■ PROBLEM DETAILS: Read through the entries below and return each line with the word "Gertrude".

_ _ _

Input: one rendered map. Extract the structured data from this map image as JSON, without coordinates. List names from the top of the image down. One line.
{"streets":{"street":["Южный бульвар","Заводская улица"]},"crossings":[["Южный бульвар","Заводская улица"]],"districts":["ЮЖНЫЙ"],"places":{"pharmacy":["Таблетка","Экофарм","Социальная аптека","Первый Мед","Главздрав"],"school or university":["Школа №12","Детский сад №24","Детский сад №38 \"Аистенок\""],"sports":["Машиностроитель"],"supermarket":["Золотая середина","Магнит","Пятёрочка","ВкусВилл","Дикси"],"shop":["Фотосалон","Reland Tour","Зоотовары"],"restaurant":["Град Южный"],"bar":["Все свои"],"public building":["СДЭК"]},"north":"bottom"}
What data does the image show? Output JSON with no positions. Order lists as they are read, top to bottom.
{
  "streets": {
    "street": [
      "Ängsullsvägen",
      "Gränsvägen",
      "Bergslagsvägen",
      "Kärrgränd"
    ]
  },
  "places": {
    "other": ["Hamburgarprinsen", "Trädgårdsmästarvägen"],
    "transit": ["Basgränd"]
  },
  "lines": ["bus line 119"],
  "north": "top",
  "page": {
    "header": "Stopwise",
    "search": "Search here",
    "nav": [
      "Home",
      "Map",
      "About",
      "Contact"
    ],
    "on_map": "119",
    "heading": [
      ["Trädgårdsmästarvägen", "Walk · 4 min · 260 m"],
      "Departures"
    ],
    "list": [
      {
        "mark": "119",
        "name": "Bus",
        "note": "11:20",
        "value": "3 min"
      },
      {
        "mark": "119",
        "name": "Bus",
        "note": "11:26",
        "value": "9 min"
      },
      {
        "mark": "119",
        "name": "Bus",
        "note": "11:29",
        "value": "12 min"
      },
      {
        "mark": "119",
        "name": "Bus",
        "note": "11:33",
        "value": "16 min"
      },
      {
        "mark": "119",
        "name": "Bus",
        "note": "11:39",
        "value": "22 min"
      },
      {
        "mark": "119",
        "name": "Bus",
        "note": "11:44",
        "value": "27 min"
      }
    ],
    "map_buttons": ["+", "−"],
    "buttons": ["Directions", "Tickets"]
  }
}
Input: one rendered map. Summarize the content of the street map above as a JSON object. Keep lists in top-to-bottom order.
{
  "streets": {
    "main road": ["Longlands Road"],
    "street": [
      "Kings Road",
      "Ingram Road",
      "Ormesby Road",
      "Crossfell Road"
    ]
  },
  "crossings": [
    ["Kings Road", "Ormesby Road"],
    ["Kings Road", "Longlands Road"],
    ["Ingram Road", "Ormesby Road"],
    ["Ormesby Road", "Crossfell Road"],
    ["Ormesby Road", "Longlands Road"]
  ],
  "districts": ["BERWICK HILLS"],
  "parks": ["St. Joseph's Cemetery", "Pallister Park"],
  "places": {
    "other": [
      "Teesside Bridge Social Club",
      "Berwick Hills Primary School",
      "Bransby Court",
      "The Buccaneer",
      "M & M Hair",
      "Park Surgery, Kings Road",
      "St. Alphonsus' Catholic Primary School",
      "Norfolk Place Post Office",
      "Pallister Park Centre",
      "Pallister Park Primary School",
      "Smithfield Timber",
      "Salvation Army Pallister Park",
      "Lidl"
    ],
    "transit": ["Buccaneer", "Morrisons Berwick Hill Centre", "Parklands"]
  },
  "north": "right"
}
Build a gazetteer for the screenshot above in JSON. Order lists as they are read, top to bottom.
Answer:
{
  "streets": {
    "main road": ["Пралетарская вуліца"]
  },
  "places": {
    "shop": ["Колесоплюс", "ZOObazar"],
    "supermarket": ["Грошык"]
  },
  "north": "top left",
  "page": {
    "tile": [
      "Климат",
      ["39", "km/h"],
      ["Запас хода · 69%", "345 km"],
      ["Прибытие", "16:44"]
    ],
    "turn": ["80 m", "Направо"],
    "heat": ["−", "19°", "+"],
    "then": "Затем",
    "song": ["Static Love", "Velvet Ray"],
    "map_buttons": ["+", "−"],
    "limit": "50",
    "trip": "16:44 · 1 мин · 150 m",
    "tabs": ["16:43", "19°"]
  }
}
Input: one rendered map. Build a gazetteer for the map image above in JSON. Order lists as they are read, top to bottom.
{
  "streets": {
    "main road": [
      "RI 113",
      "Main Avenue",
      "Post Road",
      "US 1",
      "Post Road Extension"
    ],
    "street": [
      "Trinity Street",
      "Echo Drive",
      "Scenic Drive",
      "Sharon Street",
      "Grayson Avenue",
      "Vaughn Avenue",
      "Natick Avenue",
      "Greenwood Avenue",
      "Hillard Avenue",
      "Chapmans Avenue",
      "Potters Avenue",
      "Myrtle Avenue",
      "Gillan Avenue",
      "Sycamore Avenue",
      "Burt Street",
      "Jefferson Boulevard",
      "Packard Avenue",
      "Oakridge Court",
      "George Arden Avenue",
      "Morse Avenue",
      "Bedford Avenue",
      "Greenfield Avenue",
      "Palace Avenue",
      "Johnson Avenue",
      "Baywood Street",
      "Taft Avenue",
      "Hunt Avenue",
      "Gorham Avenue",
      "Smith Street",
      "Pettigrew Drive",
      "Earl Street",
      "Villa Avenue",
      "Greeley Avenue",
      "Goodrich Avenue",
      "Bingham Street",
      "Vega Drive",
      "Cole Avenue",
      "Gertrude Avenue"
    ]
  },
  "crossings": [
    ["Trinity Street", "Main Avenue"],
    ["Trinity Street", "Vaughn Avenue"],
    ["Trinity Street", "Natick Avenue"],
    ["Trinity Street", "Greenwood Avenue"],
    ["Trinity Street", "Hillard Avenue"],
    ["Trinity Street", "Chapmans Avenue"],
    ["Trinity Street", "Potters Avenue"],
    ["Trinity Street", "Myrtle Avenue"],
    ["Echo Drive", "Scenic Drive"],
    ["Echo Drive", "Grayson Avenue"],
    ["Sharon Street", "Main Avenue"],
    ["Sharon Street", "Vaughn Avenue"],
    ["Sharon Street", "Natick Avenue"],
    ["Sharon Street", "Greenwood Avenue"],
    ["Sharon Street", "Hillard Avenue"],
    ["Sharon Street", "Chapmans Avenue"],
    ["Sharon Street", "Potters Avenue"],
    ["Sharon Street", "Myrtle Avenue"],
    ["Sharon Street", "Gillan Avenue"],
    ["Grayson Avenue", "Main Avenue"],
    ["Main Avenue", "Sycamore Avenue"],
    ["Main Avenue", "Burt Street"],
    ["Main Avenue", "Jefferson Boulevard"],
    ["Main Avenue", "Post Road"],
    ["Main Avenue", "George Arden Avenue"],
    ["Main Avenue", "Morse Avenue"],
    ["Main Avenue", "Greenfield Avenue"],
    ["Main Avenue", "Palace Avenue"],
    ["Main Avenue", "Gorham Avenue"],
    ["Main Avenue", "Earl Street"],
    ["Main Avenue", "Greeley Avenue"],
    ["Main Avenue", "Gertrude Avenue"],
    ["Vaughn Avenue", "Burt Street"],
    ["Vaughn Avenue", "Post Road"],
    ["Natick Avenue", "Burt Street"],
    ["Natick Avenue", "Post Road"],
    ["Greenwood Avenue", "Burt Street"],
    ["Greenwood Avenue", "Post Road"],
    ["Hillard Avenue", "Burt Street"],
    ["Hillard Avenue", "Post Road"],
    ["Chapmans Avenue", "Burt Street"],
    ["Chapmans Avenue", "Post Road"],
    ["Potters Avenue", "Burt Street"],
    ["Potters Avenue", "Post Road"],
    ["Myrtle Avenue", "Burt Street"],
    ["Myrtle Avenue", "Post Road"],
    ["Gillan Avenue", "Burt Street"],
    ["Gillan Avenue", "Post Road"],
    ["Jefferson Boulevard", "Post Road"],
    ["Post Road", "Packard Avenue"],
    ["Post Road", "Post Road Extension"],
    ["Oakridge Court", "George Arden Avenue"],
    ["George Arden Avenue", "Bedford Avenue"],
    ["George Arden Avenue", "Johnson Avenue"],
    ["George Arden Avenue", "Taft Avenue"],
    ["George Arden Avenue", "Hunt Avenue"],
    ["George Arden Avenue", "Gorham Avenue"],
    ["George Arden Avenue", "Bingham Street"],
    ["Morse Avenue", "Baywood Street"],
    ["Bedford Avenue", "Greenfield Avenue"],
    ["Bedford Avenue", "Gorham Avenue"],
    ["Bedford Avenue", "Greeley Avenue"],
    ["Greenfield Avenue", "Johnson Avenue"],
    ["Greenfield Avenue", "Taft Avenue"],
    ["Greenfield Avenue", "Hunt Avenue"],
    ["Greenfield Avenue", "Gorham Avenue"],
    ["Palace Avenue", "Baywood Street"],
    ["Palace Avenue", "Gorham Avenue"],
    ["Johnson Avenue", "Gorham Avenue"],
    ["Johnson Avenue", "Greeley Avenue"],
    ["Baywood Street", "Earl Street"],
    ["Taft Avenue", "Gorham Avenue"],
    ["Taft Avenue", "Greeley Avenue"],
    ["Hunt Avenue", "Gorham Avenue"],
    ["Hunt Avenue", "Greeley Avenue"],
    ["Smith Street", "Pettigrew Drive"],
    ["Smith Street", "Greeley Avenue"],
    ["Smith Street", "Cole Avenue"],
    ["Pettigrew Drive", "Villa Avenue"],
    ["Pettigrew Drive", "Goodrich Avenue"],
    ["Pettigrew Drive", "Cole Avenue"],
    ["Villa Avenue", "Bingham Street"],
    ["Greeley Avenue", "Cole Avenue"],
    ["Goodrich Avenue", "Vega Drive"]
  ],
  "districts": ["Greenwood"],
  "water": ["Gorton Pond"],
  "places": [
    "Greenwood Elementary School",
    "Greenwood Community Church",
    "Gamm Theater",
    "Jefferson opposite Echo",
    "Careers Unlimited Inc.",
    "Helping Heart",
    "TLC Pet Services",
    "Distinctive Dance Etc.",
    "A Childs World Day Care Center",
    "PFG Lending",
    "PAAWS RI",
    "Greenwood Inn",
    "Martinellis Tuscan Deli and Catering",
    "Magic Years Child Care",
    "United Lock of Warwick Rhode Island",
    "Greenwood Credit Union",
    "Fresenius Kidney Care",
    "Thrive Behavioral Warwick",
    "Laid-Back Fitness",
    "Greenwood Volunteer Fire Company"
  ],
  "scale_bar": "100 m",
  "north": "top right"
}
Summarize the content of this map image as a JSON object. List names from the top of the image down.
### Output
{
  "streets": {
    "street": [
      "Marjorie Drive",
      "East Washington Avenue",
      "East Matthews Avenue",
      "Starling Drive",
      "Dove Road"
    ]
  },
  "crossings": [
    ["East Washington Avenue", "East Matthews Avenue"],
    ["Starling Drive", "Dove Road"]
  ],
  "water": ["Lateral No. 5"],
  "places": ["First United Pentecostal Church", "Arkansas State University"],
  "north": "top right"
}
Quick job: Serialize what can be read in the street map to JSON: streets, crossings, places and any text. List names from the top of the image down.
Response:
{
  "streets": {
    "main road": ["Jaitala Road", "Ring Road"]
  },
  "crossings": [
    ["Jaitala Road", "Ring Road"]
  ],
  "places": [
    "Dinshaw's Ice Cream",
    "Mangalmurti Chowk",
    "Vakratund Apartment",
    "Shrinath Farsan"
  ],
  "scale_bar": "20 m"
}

_ _ _

■ SOLUTION TO THE PROBLEM:
      "Gertrude Avenue"
    ["Main Avenue", "Gertrude Avenue"],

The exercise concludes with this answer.